# Roth growing advice



## lanthier (Jan 18, 2021)

Hi All,

I have major roth envy, I admit it!!!! I have one, that I think I have had for about 18 months. It has two pretty mature symmetrical fans (30cm max leaf length), but no new growths beyond these original two when I got it. I have not repotted it, and the bark it looking a little done and likely would benefit from a repot, which is easy enough (*media advice?*). I have offered more light as well (as I have done with all my multifloral paphs). But I am looking for expert advice, and am also considering acquiring a second roth plant as well (*suggestions?*). 

It is currently winter in Virginia, USA, where I grow, short days and colder, so heat is being used. I grow indoors, with some good access to natural and supplemental light. My winter temps range from about 66-75F (19-24C) and humidity is typically in the 45-60% range. These conditions are about as good as I can do given continued covid restrictions and lack of access to my beautifully bright office in Washington DC (mostly an issue for my Catts though honestly).

I attach a photo of my current roth and appreciate in advance all replies.


----------



## musa (Jan 18, 2021)

I only had one Roth blooming, which I bought in bud, so I'm no expert. But by what I've read your setup seems to be good with a temp reduction in winter to induce flowering. As media I use pure bark (Orchiata 12 - 18 mm) with a drainage of granite gravel and no additional limestone as it grows on Serpentine rock which is silicate based. In lack of serpentine rock granit comes close. My juvenile roth which I bought seedling sized seem to like it.


----------



## Linus_Cello (Jan 18, 2021)

Yes, repot. I use the paph mix from orchid from repotme (seems fine for my Roth, but other paphs probably would prefer old formulation). 

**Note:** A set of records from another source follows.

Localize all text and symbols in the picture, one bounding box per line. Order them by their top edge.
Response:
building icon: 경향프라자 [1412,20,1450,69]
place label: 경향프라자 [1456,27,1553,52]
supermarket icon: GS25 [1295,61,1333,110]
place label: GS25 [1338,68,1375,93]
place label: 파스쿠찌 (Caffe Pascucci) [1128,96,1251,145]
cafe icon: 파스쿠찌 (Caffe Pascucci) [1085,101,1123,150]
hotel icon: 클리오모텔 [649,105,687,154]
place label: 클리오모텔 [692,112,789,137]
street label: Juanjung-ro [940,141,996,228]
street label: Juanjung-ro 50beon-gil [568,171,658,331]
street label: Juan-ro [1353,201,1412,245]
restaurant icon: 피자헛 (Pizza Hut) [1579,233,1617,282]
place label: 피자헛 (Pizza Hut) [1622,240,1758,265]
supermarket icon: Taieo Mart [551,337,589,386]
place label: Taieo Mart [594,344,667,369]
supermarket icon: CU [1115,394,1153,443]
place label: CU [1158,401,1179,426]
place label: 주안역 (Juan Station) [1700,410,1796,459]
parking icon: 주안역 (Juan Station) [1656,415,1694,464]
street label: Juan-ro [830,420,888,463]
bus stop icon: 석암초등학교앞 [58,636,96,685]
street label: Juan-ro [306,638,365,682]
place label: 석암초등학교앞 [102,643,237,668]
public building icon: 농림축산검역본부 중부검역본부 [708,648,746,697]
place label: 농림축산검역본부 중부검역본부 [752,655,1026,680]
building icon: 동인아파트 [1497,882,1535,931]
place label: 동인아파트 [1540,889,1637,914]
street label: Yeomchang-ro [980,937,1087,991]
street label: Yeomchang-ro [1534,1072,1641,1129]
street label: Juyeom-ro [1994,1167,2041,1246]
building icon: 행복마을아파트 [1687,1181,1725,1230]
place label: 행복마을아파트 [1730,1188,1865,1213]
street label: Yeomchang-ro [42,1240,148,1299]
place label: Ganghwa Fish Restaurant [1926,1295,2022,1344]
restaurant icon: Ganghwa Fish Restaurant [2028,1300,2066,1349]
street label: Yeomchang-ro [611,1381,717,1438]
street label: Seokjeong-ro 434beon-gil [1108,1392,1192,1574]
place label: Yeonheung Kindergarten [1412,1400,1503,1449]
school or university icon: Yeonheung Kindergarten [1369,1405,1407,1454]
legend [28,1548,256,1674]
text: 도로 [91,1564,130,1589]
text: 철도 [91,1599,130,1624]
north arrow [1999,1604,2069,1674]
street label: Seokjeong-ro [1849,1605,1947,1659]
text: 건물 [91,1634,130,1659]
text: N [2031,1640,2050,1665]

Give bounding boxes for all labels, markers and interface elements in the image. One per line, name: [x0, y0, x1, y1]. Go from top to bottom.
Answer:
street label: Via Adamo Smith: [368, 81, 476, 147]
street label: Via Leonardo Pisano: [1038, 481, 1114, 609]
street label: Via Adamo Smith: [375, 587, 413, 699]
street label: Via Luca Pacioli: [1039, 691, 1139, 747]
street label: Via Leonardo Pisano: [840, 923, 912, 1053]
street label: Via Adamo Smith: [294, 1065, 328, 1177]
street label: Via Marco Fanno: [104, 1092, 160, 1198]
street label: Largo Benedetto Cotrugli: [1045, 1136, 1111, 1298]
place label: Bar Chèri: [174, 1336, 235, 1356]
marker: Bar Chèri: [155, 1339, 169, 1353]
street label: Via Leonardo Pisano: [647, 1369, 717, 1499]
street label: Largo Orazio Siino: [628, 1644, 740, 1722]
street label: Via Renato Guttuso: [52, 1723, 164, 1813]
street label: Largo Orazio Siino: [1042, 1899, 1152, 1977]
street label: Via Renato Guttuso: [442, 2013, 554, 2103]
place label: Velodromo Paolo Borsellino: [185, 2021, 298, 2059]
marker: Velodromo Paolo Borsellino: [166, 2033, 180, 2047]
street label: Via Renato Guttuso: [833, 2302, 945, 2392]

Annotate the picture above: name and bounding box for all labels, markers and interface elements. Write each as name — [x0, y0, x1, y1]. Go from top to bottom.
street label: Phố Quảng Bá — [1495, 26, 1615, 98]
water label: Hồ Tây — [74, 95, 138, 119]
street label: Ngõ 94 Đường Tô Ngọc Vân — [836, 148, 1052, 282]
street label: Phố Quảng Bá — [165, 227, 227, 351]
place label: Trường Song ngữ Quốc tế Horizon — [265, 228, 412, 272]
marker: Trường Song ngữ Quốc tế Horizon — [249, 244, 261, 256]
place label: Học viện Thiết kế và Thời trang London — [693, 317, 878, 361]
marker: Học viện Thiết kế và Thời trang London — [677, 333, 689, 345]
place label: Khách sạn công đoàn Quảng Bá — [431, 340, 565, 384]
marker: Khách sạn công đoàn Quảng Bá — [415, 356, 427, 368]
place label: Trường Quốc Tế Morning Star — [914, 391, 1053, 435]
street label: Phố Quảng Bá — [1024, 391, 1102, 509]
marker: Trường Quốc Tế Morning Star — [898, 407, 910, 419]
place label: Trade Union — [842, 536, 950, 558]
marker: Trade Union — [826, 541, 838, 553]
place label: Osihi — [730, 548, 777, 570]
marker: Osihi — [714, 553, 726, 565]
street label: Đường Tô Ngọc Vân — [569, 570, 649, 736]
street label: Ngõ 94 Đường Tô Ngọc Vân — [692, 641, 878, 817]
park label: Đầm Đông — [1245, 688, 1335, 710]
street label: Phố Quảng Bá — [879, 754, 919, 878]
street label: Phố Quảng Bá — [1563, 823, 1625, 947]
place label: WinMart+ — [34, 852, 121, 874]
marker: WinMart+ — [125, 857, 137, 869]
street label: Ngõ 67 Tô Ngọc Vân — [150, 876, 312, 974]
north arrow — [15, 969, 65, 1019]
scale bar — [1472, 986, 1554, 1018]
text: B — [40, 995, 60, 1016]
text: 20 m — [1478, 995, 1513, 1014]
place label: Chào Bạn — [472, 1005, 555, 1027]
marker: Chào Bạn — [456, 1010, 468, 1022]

Why not get a supplemental spot-light? (I’m fortunate to have south facing windows at home).


----------



## Justin (Jan 18, 2021)

I would give it a little more light. They usually show sheaths in December, and peak blooming is in April. Yours should bloon in early spring 2022.

I water mine at least twice a week and feed relatively heavily, 1/4 tsp 30-10-10 at least once per week if not more. They also like a lot of Magnesium and Calcium. Warm and humid in the summer.


----------



## eds (Jan 18, 2021)

I'm no expert but do grow Roths and other multis on a windowsill. Well I cheat and put them in a north facing conservatory in the later spring to late summer but they spend more than half the year on a South facing windowsill in a spare room. 
I grow them in mesh/net pots/baskets lined with moss and filled with orchiata (some great threads from the people that mastered this technique on here - I'm just copying them!).

During the winter these sit on windowsill propagators part filled with LECA to increase humidity. They are on all the time to heat the roots and keep them growing.


----------



## Duck Slipper (Jan 18, 2021)

I’m going to mention some of the mistakes I’ve made...
—Don’t overfertilize. I thought some is good. More is better! It’s not.
—Don’t allow your potting medium to rot. This will happen from watering too often.
—Don’t overpot. Kinda goes with the above. Soggy is bad.
Roths are kinda tough, just slow growing. Patience.


----------



## lanthier (Jan 19, 2021)

Thanks for the advice. I am upping the light, and repotted today, and DAMN, good thing I did, underneath that top bark, the media had decomposed quite a bit and was almost dirt. I think had I waited a month or two could have been major root loss. Looks happier already (I know this is projection as I literally repotted 10 minutes ago!).


----------



## Happypaphy7 (Jan 19, 2021)

I'm no expert on multis and have no roth although I have successfully grown a few roth hybrids from seedling stage which are opening up their very first buds (Yay!!) and I have seen quite a few roth at shows and nurseries.
The plant size and flower size varies widely. I would think yours is of blooming size and should bloom when in season as others have said.
I would not change what you have been doing since your plant looks great to my eyes.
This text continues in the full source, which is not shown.